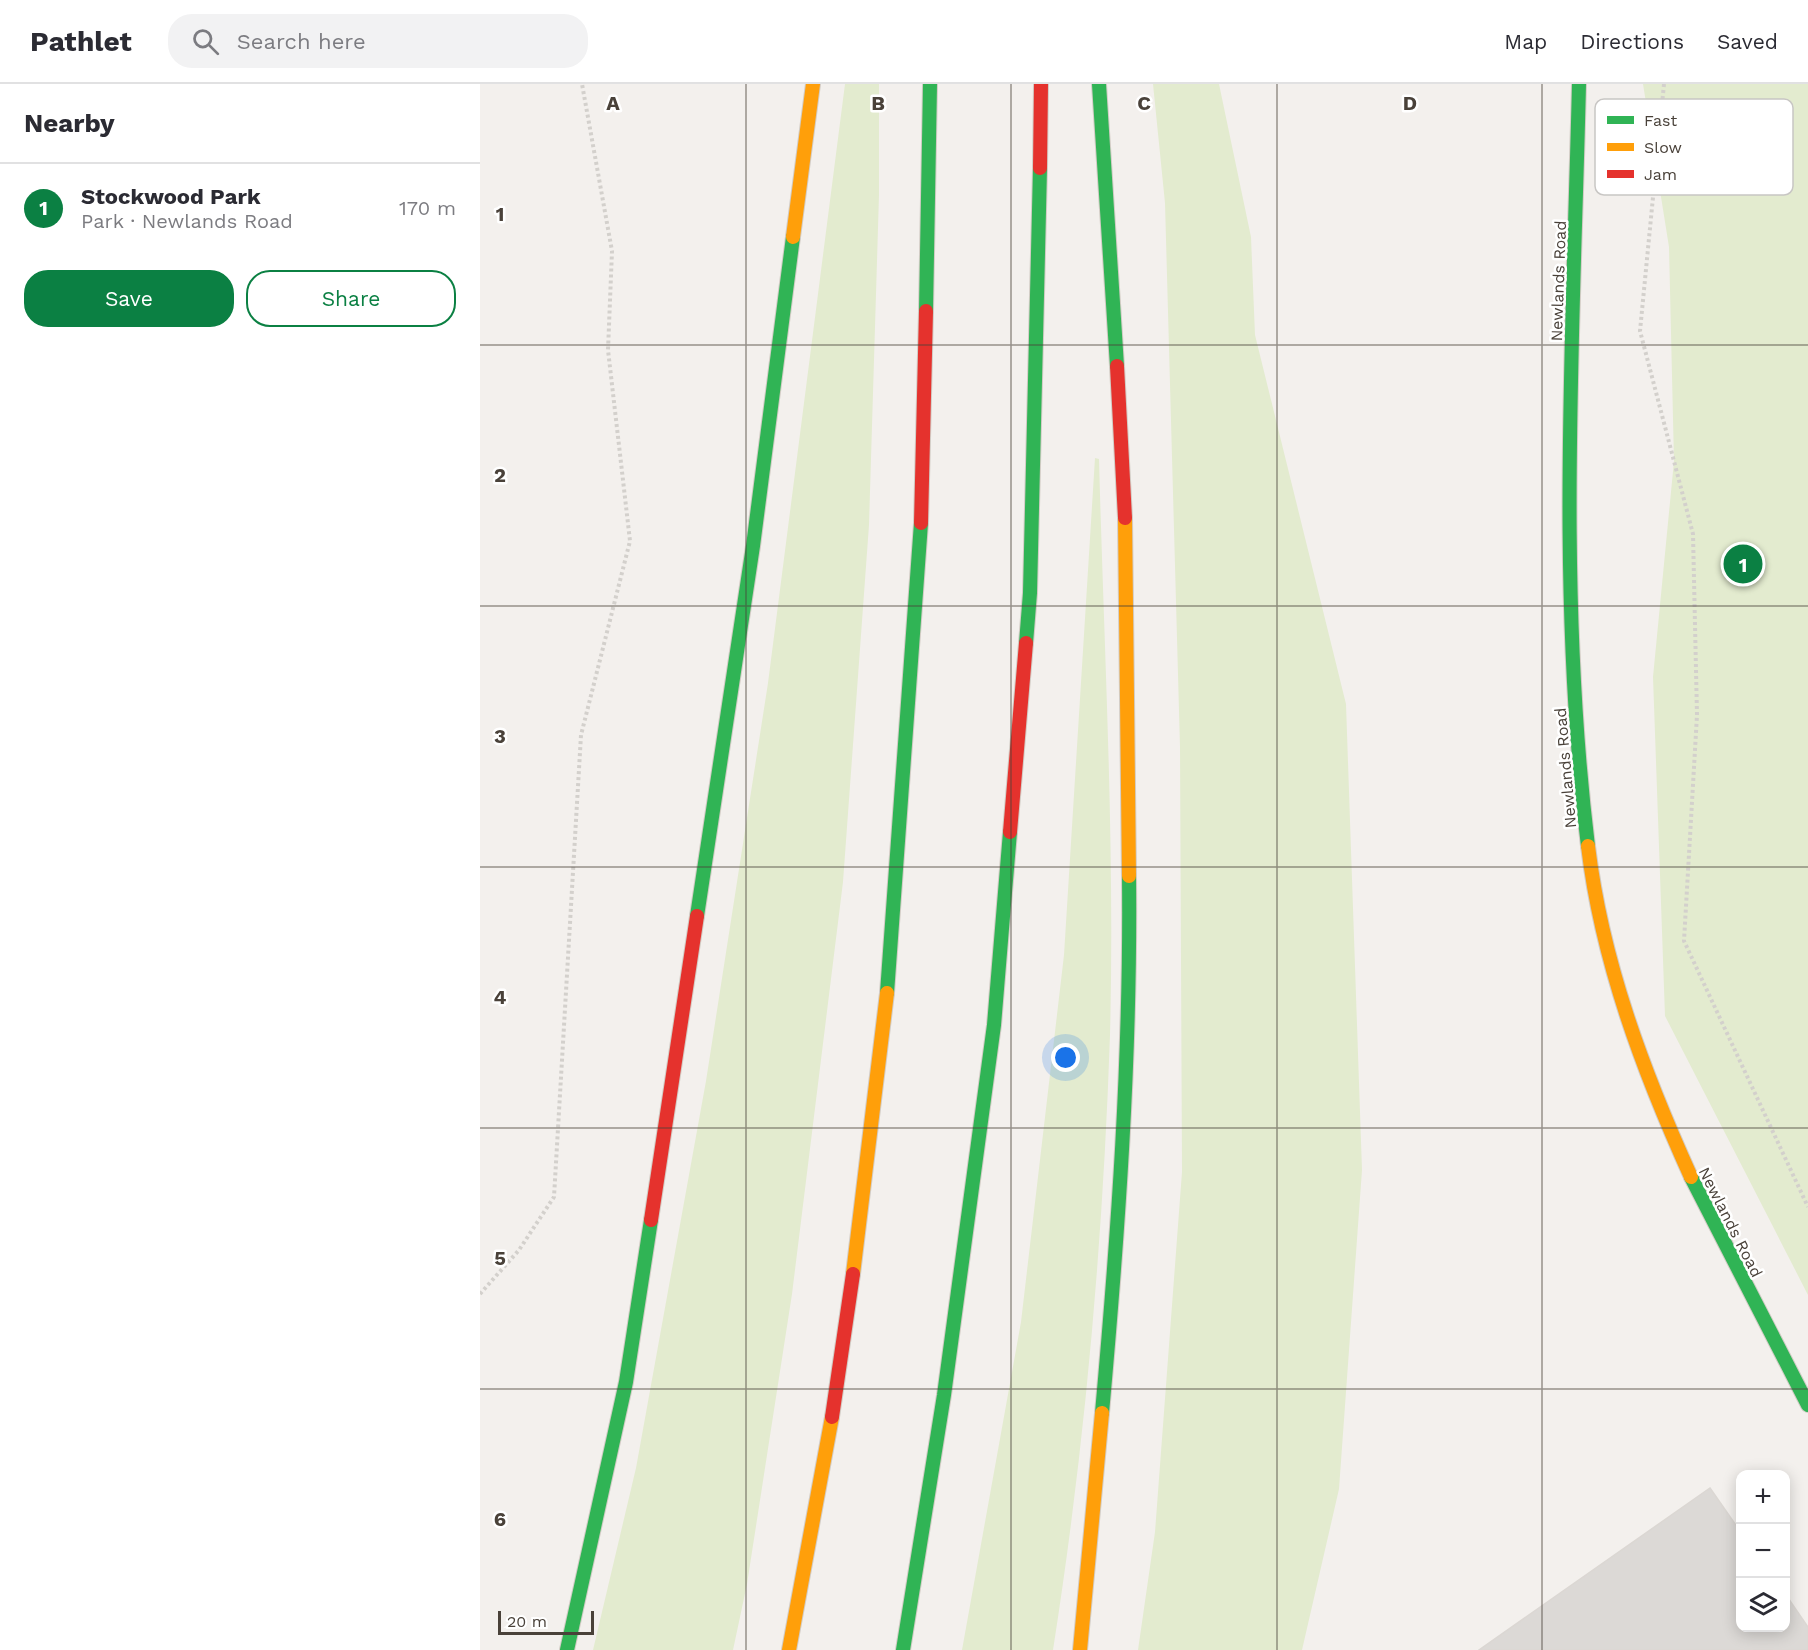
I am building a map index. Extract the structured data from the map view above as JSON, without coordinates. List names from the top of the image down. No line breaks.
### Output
{"streets":{"main road":["Newlands Road"]},"legend":["Fast","Slow","Jam"],"scale_bar":"20 m","page":{"header":"Pathlet","search":"Search here","nav":["Map","Directions","Saved"],"heading":"Nearby","list":[{"mark":"1","name":"Stockwood Park","note":"Park · Newlands Road","value":"170 m"}],"buttons":["Save","Share"],"pins":"1","map_buttons":["+","−"],"scale":"20 m"},"grid":{"columns":["A","B","C","D"],"rows":["1","2","3","4","5","6"]}}
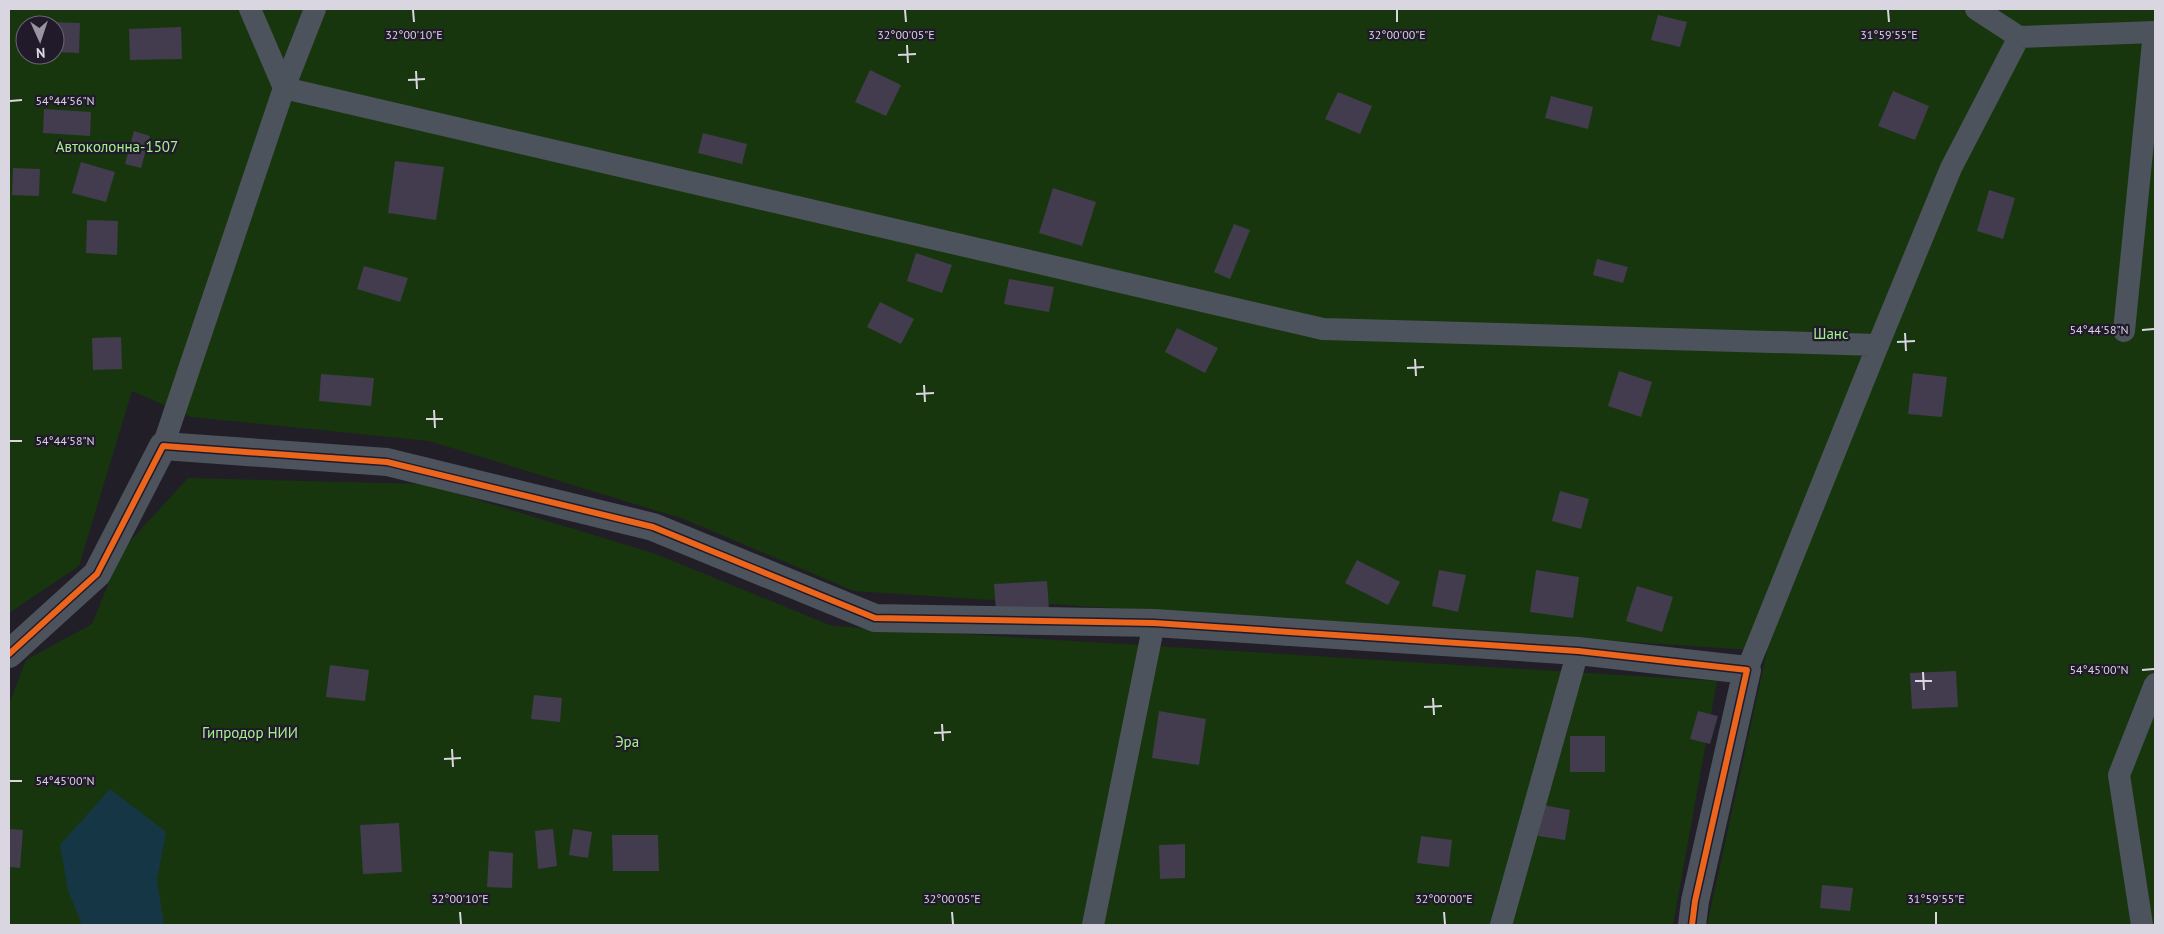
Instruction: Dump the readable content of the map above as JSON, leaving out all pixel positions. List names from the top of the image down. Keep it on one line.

____

- **To do**
Please copy the data above exactly, omitting the pictures.

- **Answer to this exercise**
I am building a map index. Extract the structured data from the map view above as JSON, without coordinates. List names from the top of the image down. No line breaks.
### Output
{"streets":{"main road":["Newlands Road"]},"legend":["Fast","Slow","Jam"],"scale_bar":"20 m","page":{"header":"Pathlet","search":"Search here","nav":["Map","Directions","Saved"],"heading":"Nearby","list":[{"mark":"1","name":"Stockwood Park","note":"Park · Newlands Road","value":"170 m"}],"buttons":["Save","Share"],"pins":"1","map_buttons":["+","−"],"scale":"20 m"},"grid":{"columns":["A","B","C","D"],"rows":["1","2","3","4","5","6"]}}
Instruction: Dump the readable content of the map above as JSON, leaving out all pixel positions. List names from the top of the image down. Keep it on one line.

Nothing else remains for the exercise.